WHAT TO PRODUCE —
Return only the lines from the start of the records through the line that contains "context = document.querySelector('canvas').getContext('2d');", inclusive; leave out all pictures.

DATA FOR PROCESSING —
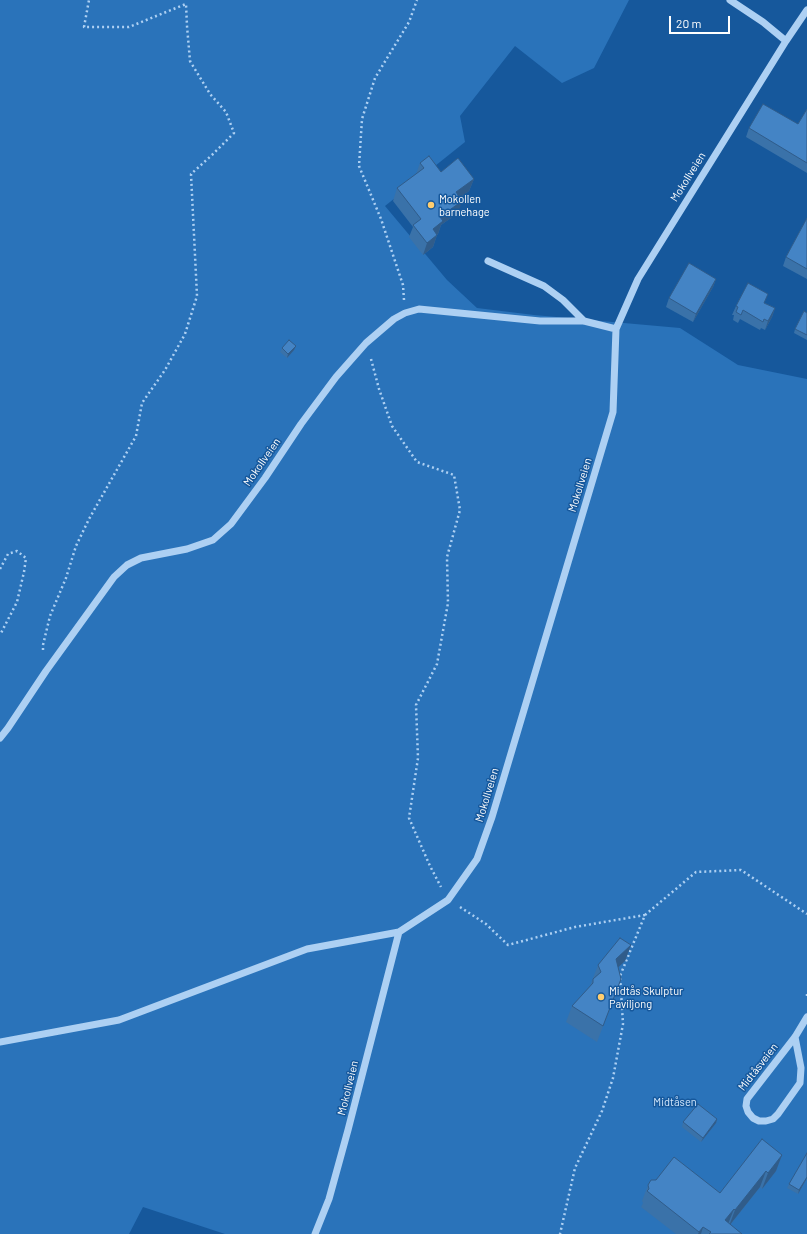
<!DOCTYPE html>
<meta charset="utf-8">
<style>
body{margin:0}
#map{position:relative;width:807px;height:1234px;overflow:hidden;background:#16589c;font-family:Barlow,sans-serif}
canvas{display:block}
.scale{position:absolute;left:669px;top:16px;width:61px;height:18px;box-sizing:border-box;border:2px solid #fff;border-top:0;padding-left:5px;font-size:12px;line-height:14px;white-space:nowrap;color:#fff;-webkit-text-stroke:3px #16589c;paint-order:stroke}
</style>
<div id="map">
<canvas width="807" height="1234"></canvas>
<div class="scale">20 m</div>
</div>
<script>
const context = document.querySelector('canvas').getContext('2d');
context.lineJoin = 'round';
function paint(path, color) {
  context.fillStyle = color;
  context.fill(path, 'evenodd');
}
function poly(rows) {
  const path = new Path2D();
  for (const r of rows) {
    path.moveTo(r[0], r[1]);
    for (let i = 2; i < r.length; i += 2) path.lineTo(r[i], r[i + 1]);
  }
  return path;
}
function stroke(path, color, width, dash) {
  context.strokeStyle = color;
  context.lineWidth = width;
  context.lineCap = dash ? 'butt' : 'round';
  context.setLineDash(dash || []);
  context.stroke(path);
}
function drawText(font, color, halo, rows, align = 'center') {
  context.font = font + ' Barlow,sans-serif';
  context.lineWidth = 3;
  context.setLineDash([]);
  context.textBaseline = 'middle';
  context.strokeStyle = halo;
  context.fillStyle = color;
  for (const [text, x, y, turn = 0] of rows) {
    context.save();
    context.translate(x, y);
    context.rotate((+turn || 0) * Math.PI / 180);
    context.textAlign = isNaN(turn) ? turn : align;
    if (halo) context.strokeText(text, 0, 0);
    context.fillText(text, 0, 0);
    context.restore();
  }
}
const green = poly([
 [0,0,629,0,594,68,562,83,515,46,460,116,465,142,385,206,447,280,477,308,534,315,680,328,738,365,807,379,807,1234,225,1234,143,1207,129,1234,0,1234]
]);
const path = poly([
 [404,300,403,285,381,219,359,166,362,119,375,78,409,22,417,0],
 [371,359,379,389,392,426,417,462,454,475,460,510,447,557,448,603,437,664,416,705,418,758,409,818,430,866,441,887],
 [0,569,8,554,17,551,26,558,24,572,17,602,0,635],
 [43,650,43,645,50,616,66,578,76,546,89,519,136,436,142,403,165,370,185,334,197,296,191,174,212,155,234,133,226,112,210,94,190,61,187,26,186,4,129,27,84,27,89,0],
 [460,907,486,924,508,945,575,927,645,915,620,976,623,1024,613,1078,602,1111,575,1168,560,1234],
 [645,915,696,872,741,870,807,914],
 [807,994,807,998]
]);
const minor = poly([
 [730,0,763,22,786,41],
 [488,261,544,286,563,300,584,321],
 [0,738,8,728,46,671,114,577,127,565,141,558,187,549,213,540,231,524,265,478,301,424,336,377,366,343,394,319,405,313,419,309,540,321,584,321,616,329],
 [795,1037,801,1068,800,1083,778,1114,773,1119,766,1121,759,1121,753,1118,748,1112,746,1106,747,1099,795,1037,807,1017],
 [0,1042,119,1020,307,949,399,932],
 [315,1234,329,1199,348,1130,399,932,448,900,477,859,492,817,613,412,616,329,638,279,786,41,807,10]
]);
const wall = poly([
 [807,109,807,173,746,137,749,128,798,124],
 [420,163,441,172,474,179,469,191,460,198,458,213,441,225,438,234,437,235,433,247,423,255,409,237,413,227,393,201,397,188,416,174],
 [807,218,807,279,783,266,786,257],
 [716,279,713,287,693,322,666,307,669,298],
 [765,303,775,308,772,317,765,330,761,328,760,330,740,319,738,323,733,320,734,315,732,315,736,306],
 [807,313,807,340,794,333,795,329],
 [296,346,294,350,287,358,280,352,282,348],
 [631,945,625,961,618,967,621,979,597,1042,566,1022,572,1006,590,986,598,965],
 [717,1119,716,1123,701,1142,682,1127,683,1122],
 [782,1155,776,1171,762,1189,760,1187,730,1225,742,1234,676,1234,641,1207,643,1203,642,1201,648,1185,720,1193],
 [807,1178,798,1194,787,1188,789,1184]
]);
const shadedWall = poly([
 [474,179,469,191,451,204,456,192],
 [462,201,458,213,441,225,438,234,428,241,433,229,440,217],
 [437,235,433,247,423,255,427,243],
 [716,279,713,287,693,322,696,314],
 [775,308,772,317,765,330,768,321],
 [296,346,294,350,287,358,288,354],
 [631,945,625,961,610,975,616,959],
 [717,1119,716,1123,701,1142,703,1138],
 [782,1155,776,1171,762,1189,768,1173],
 [766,1171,760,1187,729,1226,735,1210],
 [807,1177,807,1178,798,1194,799,1190],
 [734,1209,728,1224,725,1220],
 [703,1227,701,1234,698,1234,699,1232]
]);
const building = poly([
 [763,104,798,124,807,109,807,163,749,128,763,104],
 [429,156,441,172,458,158,474,179,456,192,462,201,440,217,443,221,433,229,437,235,427,243,413,225,421,219,397,188,424,168,420,163,429,156],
 [807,218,807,269,786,257,807,218],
 [689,263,716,279,696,314,669,298,689,263],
 [748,283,768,294,764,303,775,308,768,321,764,319,763,322,743,310,741,315,736,312,738,307,736,306,748,283],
 [804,311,807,313,807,335,795,329,804,311],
 [289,340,296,346,288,354,282,348,289,340],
 [620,938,631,945,616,959,621,979,603,1026,572,1006,593,983,593,979,601,972,598,965,620,938],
 [698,1104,717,1119,703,1138,683,1122,698,1104],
 [762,1139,782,1155,768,1173,766,1171,735,1210,734,1209,725,1220,742,1234,709,1234,711,1232,703,1227,699,1232,647,1191,649,1189,648,1185,651,1180,656,1180,674,1157,720,1193,762,1139],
 [807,1153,807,1177,799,1190,789,1184,807,1153]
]);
const markers = [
 [431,205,4,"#ffcd6f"],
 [601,997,4,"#ffcd6f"]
];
const streetNames = [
 ["Mokollveien",688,177,-58],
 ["Mokollveien",262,462,-55],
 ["Mokollveien",580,485,-73],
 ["Mokollveien",487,795,-73],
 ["Midtåsveien",758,1067,-52],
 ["Mokollveien",348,1088,-76]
];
const poiNames = [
 ["Mokollen",439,199],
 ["barnehage",439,212],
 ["Midtås Skulptur",609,991],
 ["Paviljong",609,1004]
];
const parkNames = [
 ["Midtåsen",675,1102]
];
paint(green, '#2a73ba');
stroke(path, '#add0f3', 2.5, [2, 3]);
stroke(minor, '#add0f3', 7);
paint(wall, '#3a72a9');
paint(shadedWall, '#305c8a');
paint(building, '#4484c5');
stroke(building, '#305c8a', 1);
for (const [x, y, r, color] of markers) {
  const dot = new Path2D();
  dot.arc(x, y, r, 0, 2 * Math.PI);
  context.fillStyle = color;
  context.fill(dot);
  stroke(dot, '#16589c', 1.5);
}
drawText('11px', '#fff', '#16589c', streetNames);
drawText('11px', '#fff', '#16589c', poiNames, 'left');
drawText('11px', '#d5e9fd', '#16589c', parkNames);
</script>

SOLUTION TO THIS PROBLEM —
<!DOCTYPE html>
<meta charset="utf-8">
<style>
body{margin:0}
#map{position:relative;width:807px;height:1234px;overflow:hidden;background:#16589c;font-family:Barlow,sans-serif}
canvas{display:block}
.scale{position:absolute;left:669px;top:16px;width:61px;height:18px;box-sizing:border-box;border:2px solid #fff;border-top:0;padding-left:5px;font-size:12px;line-height:14px;white-space:nowrap;color:#fff;-webkit-text-stroke:3px #16589c;paint-order:stroke}
</style>
<div id="map">
<canvas width="807" height="1234"></canvas>
<div class="scale">20 m</div>
</div>
<script>
const context = document.querySelector('canvas').getContext('2d');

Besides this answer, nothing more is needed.